I composti di coordinazione vengono anche detti complessi in quanto molti di essi sono formati dall’addizione di composti capaci ciascuno di esistenza autonoma.

Ad esempio se viene aggiunta ammoniaca ad una soluzione acquosa di cloruro di nichel (II) si ottiene un nuovo composto la cui stechiometria può essere espressa dalla formula NiCl2· 6 NH3 in cui lo ione nichel (II) coordina sei molecole di ammoniaca; il numero di atomi legati allo ione centrale definisce il numero di coordinazione.
I gruppi coordinati, in questo caso l’ammoniaca, sono chiamati leganti e l’atomo del gruppo che è direttamente legato all’atomo metallico è detto atomo donatore.
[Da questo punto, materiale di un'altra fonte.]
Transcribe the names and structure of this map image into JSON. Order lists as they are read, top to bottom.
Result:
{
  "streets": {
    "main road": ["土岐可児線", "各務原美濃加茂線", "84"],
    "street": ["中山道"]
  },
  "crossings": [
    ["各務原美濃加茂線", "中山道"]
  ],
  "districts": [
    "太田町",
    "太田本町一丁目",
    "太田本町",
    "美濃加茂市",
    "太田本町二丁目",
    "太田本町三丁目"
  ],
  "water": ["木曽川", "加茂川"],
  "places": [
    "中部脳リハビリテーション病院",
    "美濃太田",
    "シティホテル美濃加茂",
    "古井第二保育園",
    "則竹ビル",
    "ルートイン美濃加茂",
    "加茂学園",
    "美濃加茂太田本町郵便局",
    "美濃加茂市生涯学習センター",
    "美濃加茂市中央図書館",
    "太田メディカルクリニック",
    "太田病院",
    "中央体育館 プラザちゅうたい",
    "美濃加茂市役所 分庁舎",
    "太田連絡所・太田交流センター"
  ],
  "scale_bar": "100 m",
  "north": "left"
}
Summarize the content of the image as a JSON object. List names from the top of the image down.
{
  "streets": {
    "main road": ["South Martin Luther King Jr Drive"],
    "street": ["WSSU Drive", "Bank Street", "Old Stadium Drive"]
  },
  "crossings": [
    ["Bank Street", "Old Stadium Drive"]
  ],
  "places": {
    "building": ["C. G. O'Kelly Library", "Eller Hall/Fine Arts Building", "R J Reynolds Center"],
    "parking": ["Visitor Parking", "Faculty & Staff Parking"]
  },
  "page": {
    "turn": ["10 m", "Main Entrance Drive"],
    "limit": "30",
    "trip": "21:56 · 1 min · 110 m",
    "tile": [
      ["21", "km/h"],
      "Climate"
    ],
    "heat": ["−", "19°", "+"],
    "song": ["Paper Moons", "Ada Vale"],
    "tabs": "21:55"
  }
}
Nei composti di coordinazione il numero di coordinazione corrisponde al numero di leganti legati all’atomo centrale che in genere assume valori da due a nove.
Il numero di coordinazione è influenzato dalle dimensioni dello ione metallico e dei leganti e da fattori elettronici coma la carica che dipende dalla configurazione elettronica dello ione metallico.
Questi effetti competitivi vengono descritti dal potenziale ionico che  è definito come il rapporto tra carica e raggio. Metalli aventi grandi dimensioni e leganti di piccole dimensioni presentano un alto numero di coordinazione come ad esempio [Mo(CN)8]4-mentre metalli di piccole dimensioni,  e leganti di grandi dimensioni presentano un basso numero di coordinazione come ad esempio Pt[{P(C6H5)3}3].
Ad ogni geometria corrisponde un numero di coordinazione ma ogni complesso con uno specifico numero di coordinazione può dar luogo a diverse geometrie.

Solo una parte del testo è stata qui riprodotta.